[[ STORED DATA open ]]

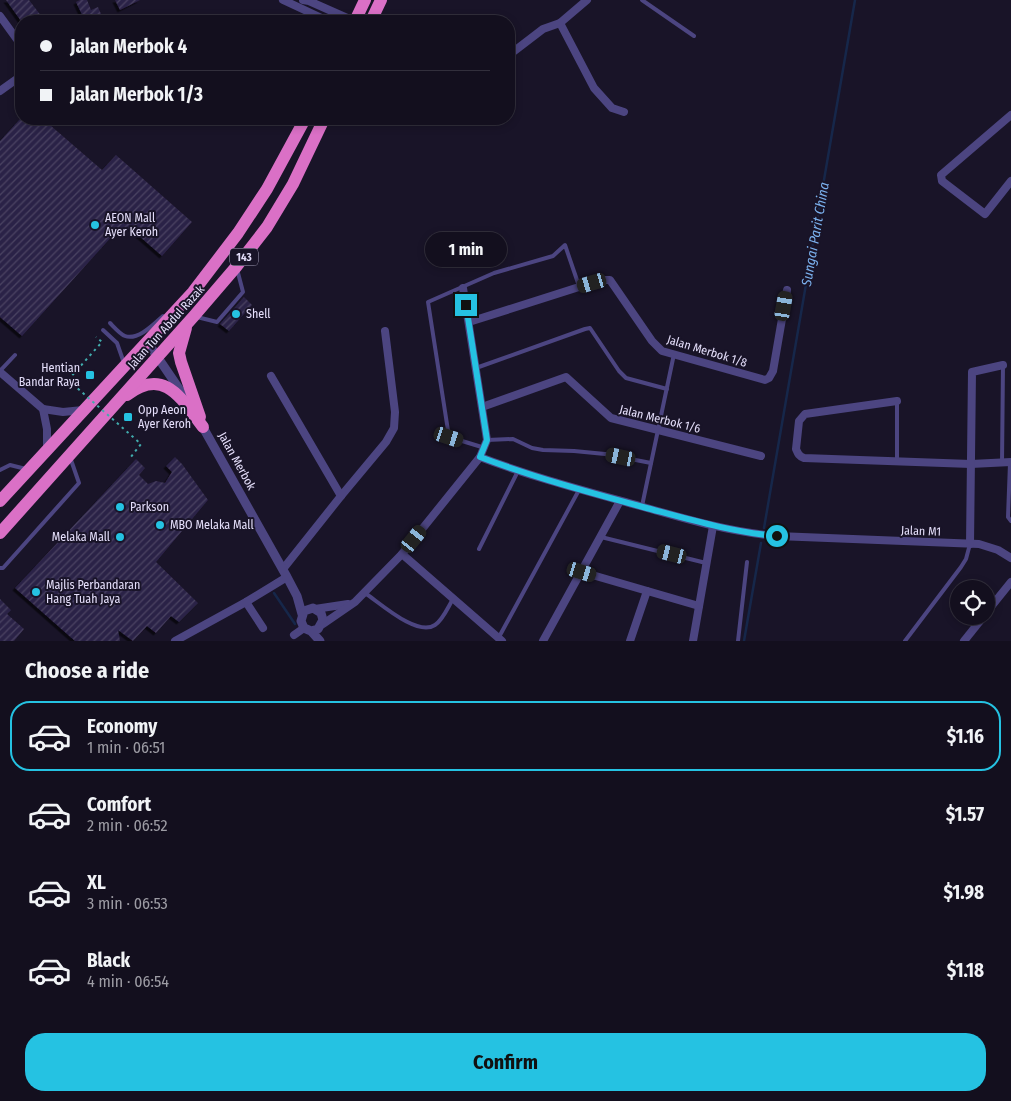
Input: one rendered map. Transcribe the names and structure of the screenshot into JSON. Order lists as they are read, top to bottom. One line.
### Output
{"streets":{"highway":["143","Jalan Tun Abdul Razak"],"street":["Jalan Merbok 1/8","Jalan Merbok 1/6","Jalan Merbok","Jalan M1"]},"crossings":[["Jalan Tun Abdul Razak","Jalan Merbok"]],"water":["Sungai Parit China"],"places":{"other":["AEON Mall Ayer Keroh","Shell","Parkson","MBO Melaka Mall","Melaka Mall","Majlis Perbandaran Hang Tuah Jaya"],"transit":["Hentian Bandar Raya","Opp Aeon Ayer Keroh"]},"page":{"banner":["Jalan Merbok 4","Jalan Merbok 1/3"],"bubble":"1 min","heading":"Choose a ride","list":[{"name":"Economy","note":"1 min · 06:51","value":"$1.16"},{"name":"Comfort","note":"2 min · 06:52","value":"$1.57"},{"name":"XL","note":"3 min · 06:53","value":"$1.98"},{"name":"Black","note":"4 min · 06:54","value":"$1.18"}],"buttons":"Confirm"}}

[[ STORED DATA closed ]]

DIRECTIONS FOR THIS TASK: Give back the material above exactly as it appears, minus any picture.

SOLUTION BELOW:
Input: one rendered map. Transcribe the names and structure of the screenshot into JSON. Order lists as they are read, top to bottom. One line.
### Output
{"streets":{"highway":["143","Jalan Tun Abdul Razak"],"street":["Jalan Merbok 1/8","Jalan Merbok 1/6","Jalan Merbok","Jalan M1"]},"crossings":[["Jalan Tun Abdul Razak","Jalan Merbok"]],"water":["Sungai Parit China"],"places":{"other":["AEON Mall Ayer Keroh","Shell","Parkson","MBO Melaka Mall","Melaka Mall","Majlis Perbandaran Hang Tuah Jaya"],"transit":["Hentian Bandar Raya","Opp Aeon Ayer Keroh"]},"page":{"banner":["Jalan Merbok 4","Jalan Merbok 1/3"],"bubble":"1 min","heading":"Choose a ride","list":[{"name":"Economy","note":"1 min · 06:51","value":"$1.16"},{"name":"Comfort","note":"2 min · 06:52","value":"$1.57"},{"name":"XL","note":"3 min · 06:53","value":"$1.98"},{"name":"Black","note":"4 min · 06:54","value":"$1.18"}],"buttons":"Confirm"}}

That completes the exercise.